Still there is something to be said for the ease by which civilization decays, as George Will points out in his excellent critique of McCain's response to the Guantanamo decision.
And no, I am not trying to quote Edmund Burke, but rather the Newton Neurotics:
Posted by Tripp at 3:18 PM
Monday, June 16, 2008
The last Silver Jews record opened with " Where's the paper bag that holds the liquor?
Just in case I feel the need to puke," which set the tone for a dark, wonderful album. The new album is much more upbeat and is streaming at this MySpace page. It has the bigger band sound of the last album, but a bit of the gleeful humor of Starlite Walker. I've just had a listen so far, but it sounds good.
Bookstorm reminds me that today is Bloomsday, a celebration of James Joyce and his book Ulysses. I was actually in Dublin for Bloomsday 92, but celebrated the liquid rather than the literary treasures of Ireland. I don't know if it is worse or better that I was reading the book at the time. Despite spending much time and treasure on books and reading, I haven't done much in terms of actually celebrating them. I did consider signing one of my kids up for Middle Earth camp, but since he hasn't read the books yet, I didn't do it.
Posted by Tripp at 2:11 PM
Fareed Zakaria's new book, the Post-American World is a book I hope both presidential candidates read.
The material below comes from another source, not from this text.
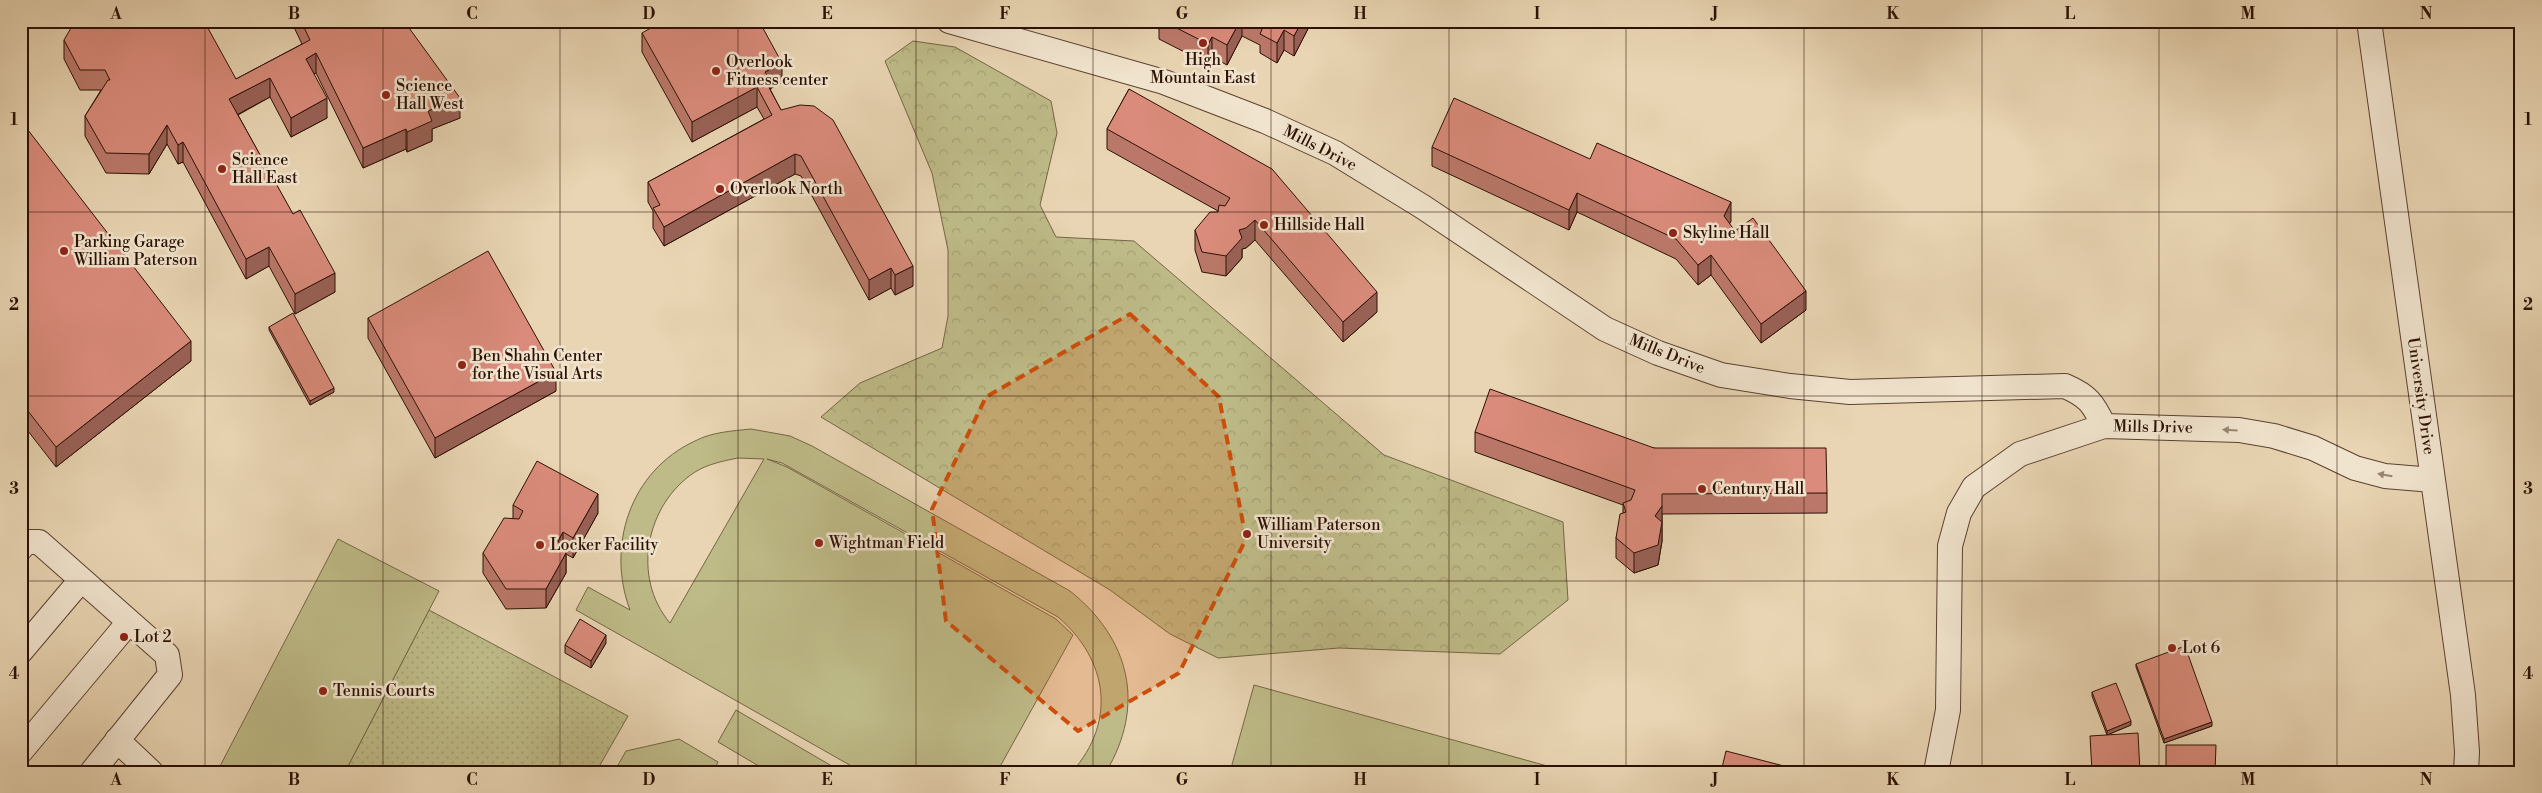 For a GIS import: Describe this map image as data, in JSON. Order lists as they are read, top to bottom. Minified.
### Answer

It is a brief book that tells Americans we need to re-think our view of the world. We need to jettison the idea of the world's policeman and hyperpower and replace it with the world's trusted third party. In this his says we need to be less Britain than Bismarck, which I rather like. We need to de-emphasize military power and re-consider economic competitiveness. We need to spend less time worrying about Iranian nuclear weapons and more about how to work with India and China.
It is the briefness that will irritate the foreign policy specialist readership and attract the casual but interested reader. Unlike other international relations big think books, this one does not provide a vigorous examination of the global system. It also does not provide much in the way of policy guidelines, aside from a shift in resources away from primacy and towards a focus on domestic policy.
For those who are looking for help in trying to understand how the world works today and the US can best deal with it, the book will be of great value. Zakaria provides a high level overview saying the superpower era is over, and is being replaced by a multipolar world and one for the first time with non-European powers as the majority of leaders. He surveys China and India and then describes the US's fit in the new world.
Like a number of useful books, this one will have you wanting to read more, about how the US can change its ways and more about modern China and India. This would be a good starting point for the dispirited American wondering where how we should start over after eight less than ideal years.
We stayed on the Oregon coast this weekend. It being Oregon, it was cold and damp, so we did visit a few sites, and were surprised to see the Coast Guard Training ship the Eagle in Astoria (worth a visit if you are in the area.) And of course we hit some bookstores. Astoria has a decent number for a small town and in one of them I heard a flash of a Jimmy Buffett song. The people at the attached coffee bar began to wonder aloud just who the singer was. After a few names were bandied about, one fellow remarked that it could be Jimmy Buffett, although he did not pronounce it to rhyme with that which Miss Tuffett sat on. Instead he pronounced to rhyme with the decadent French dessert.
At first I approved thinking he was mocking Buffett, but then he repeated it a number of times and I realized he thought this was the correct pronunciation. I considered mentioning the true way to say it, but decided against it as A) it would be terribly rude and B) it would reveal my all too great knowledge of the singer and his oeuvre. The song, you see, was My African Friend, one that only those who have spent far too many hours listening to Buffett will recognize.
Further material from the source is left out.